- Work order
Report all lines of the data below that hold the word "rule".

——————————

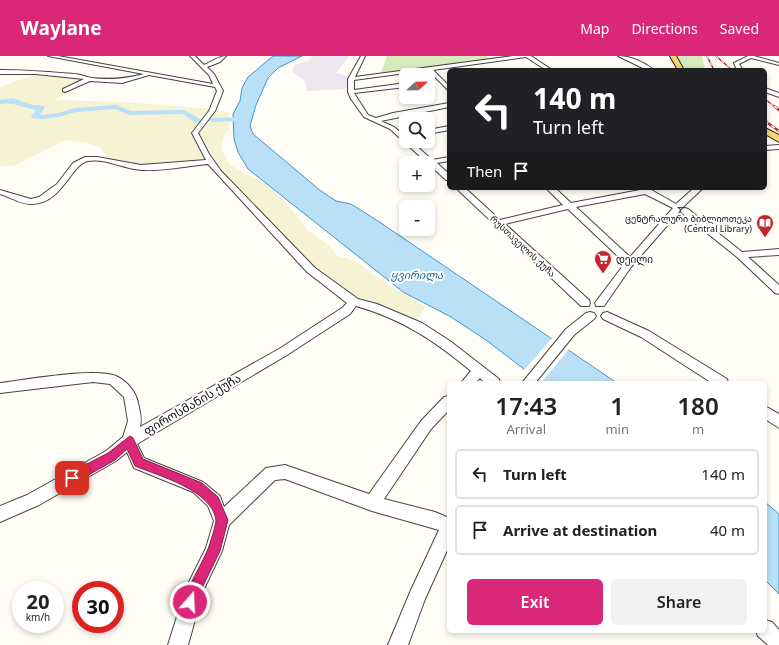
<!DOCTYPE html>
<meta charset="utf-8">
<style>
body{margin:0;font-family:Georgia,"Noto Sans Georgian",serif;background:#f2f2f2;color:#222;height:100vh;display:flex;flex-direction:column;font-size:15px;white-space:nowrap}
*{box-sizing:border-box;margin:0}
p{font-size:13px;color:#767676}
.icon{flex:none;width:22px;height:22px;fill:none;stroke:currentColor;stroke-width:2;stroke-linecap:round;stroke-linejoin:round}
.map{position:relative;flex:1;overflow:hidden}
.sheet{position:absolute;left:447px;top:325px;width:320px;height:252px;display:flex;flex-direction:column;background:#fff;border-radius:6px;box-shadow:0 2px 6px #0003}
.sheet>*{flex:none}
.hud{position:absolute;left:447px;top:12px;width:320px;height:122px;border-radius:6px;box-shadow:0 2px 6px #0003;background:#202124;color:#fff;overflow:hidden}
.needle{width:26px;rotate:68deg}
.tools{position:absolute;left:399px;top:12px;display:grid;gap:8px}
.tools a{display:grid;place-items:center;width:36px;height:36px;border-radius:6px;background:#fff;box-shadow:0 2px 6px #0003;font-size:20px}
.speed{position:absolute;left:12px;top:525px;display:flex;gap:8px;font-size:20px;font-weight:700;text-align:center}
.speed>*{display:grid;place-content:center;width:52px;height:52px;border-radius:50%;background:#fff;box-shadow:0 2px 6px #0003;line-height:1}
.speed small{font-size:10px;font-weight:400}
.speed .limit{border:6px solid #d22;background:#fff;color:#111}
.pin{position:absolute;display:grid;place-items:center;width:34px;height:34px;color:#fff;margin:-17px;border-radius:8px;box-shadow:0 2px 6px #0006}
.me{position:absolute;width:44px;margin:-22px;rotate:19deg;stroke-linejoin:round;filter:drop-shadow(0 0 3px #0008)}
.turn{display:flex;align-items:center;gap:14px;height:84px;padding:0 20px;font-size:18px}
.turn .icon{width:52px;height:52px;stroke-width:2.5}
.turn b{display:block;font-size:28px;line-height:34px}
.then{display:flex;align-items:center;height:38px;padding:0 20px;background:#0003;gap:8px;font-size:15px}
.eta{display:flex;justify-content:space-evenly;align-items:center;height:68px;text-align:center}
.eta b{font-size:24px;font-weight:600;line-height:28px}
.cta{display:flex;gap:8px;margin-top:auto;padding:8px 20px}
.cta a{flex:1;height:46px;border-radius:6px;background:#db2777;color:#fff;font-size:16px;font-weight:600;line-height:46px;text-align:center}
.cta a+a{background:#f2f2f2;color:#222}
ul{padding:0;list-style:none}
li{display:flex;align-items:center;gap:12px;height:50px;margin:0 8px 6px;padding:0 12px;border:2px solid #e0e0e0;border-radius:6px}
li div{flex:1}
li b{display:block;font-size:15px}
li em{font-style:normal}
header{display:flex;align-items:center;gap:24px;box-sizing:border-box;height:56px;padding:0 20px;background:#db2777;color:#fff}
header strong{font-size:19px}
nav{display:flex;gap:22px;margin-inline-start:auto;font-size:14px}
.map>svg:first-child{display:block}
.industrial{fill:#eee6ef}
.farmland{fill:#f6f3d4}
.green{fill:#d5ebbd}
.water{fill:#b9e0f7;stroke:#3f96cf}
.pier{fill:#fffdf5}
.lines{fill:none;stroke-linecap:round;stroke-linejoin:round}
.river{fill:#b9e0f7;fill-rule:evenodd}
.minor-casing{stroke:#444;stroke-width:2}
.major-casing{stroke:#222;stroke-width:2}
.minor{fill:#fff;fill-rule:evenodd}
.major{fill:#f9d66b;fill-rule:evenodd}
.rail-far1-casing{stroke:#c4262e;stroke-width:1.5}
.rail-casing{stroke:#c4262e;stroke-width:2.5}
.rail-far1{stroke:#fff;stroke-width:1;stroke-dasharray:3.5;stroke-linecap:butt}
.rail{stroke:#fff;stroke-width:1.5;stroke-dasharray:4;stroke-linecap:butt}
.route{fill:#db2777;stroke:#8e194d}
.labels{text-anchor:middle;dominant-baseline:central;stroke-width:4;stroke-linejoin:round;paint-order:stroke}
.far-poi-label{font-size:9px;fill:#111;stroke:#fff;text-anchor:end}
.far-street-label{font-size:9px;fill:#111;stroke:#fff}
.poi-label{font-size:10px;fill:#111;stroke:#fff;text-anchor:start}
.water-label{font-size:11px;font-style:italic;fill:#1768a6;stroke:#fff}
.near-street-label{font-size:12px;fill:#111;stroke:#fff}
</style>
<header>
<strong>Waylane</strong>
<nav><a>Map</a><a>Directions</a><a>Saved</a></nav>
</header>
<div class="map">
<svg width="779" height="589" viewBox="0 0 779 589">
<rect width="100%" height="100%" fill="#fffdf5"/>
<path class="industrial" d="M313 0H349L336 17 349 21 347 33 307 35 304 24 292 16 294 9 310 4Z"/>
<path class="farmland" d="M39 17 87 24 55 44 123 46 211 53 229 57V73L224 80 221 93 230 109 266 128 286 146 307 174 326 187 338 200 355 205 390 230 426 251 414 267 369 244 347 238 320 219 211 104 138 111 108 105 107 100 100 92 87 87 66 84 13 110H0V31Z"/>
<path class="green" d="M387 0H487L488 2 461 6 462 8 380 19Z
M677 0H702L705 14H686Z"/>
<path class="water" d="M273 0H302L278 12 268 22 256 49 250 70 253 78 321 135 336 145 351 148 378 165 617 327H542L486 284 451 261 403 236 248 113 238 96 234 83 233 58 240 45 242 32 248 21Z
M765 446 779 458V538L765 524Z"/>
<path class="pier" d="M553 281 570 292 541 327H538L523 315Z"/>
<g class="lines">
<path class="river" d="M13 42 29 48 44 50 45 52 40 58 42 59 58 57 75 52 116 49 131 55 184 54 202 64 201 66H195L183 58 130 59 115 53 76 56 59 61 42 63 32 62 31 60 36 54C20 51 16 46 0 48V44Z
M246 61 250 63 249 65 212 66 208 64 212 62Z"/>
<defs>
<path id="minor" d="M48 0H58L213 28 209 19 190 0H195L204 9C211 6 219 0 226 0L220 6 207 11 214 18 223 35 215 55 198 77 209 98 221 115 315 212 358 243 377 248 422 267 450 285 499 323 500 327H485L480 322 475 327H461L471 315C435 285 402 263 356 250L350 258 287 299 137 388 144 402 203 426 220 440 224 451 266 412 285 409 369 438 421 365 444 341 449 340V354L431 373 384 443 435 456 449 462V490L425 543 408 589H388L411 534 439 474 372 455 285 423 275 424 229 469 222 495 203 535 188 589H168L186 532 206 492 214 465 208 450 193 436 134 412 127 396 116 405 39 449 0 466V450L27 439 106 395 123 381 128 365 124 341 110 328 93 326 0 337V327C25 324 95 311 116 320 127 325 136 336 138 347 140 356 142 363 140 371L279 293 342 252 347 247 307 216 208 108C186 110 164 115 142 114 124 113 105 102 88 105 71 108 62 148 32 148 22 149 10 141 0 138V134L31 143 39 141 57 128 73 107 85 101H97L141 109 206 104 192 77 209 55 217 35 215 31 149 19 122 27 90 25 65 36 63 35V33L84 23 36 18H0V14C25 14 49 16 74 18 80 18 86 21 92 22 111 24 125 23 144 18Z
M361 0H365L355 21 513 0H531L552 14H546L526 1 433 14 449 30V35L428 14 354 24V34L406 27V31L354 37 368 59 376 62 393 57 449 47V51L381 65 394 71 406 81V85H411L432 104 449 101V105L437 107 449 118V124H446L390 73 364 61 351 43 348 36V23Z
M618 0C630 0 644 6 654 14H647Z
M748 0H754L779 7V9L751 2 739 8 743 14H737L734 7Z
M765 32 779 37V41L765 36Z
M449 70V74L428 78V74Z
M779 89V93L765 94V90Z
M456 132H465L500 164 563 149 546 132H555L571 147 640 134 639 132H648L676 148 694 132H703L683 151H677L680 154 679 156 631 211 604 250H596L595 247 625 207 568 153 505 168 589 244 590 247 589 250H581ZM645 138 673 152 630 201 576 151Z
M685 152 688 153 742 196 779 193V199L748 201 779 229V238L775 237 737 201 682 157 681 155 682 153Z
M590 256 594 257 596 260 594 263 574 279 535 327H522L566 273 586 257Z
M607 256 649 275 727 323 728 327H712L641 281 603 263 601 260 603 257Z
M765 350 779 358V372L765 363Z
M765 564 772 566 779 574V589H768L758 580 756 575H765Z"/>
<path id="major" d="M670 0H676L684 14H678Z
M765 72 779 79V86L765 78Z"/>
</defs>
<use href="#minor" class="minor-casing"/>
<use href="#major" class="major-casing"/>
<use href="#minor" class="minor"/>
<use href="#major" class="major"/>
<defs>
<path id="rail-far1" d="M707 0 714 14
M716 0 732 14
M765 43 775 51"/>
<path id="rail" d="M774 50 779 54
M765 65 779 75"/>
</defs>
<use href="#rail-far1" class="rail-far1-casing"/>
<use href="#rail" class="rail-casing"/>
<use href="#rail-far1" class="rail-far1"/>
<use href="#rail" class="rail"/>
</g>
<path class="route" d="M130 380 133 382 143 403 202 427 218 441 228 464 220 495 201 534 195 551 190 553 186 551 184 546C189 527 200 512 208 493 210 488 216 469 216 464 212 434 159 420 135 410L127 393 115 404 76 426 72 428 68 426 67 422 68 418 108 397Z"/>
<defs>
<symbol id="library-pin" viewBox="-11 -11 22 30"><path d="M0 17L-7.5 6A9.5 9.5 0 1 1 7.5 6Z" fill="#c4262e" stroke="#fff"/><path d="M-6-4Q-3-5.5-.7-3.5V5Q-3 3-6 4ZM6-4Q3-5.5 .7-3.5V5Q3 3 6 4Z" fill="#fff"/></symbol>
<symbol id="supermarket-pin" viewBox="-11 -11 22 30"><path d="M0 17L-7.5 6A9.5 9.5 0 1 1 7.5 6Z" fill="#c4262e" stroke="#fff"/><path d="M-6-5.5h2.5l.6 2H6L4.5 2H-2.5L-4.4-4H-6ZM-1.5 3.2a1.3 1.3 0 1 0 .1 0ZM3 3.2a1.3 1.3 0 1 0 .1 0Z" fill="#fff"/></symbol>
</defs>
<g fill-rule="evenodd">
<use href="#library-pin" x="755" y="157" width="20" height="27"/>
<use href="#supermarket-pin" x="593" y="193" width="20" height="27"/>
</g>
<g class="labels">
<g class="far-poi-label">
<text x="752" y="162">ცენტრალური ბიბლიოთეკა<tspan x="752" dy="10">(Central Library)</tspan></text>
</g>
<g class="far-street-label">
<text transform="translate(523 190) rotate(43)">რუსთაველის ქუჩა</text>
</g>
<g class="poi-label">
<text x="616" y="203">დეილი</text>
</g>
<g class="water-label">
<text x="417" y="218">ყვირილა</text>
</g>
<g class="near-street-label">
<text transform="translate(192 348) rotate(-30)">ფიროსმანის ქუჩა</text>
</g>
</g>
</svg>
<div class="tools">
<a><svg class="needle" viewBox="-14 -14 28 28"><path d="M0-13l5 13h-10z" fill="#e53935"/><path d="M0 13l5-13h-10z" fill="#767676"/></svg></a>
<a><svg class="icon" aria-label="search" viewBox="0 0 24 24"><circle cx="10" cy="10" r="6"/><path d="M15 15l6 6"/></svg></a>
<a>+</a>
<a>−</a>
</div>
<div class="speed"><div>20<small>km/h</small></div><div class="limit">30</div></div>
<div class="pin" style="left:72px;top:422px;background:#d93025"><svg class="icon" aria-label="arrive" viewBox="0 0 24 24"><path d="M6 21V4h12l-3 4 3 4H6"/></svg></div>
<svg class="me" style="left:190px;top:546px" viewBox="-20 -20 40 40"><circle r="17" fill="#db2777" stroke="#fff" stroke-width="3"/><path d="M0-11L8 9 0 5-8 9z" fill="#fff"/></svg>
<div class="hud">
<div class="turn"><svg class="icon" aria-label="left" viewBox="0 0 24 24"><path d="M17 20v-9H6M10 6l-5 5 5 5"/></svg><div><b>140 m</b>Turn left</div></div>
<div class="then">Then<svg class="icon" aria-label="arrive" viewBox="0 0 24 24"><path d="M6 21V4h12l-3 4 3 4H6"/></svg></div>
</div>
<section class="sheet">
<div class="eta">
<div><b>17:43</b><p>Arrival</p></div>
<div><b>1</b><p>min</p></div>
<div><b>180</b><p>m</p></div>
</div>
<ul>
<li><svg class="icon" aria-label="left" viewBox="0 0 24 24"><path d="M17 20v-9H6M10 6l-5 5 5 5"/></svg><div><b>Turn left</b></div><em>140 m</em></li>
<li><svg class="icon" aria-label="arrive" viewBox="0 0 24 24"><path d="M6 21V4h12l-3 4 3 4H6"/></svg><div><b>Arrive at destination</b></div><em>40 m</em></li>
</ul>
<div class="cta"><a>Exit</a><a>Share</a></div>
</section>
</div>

——————————

- Solution below
.river{fill:#b9e0f7;fill-rule:evenodd}
.minor{fill:#fff;fill-rule:evenodd}
.major{fill:#f9d66b;fill-rule:evenodd}
<g fill-rule="evenodd">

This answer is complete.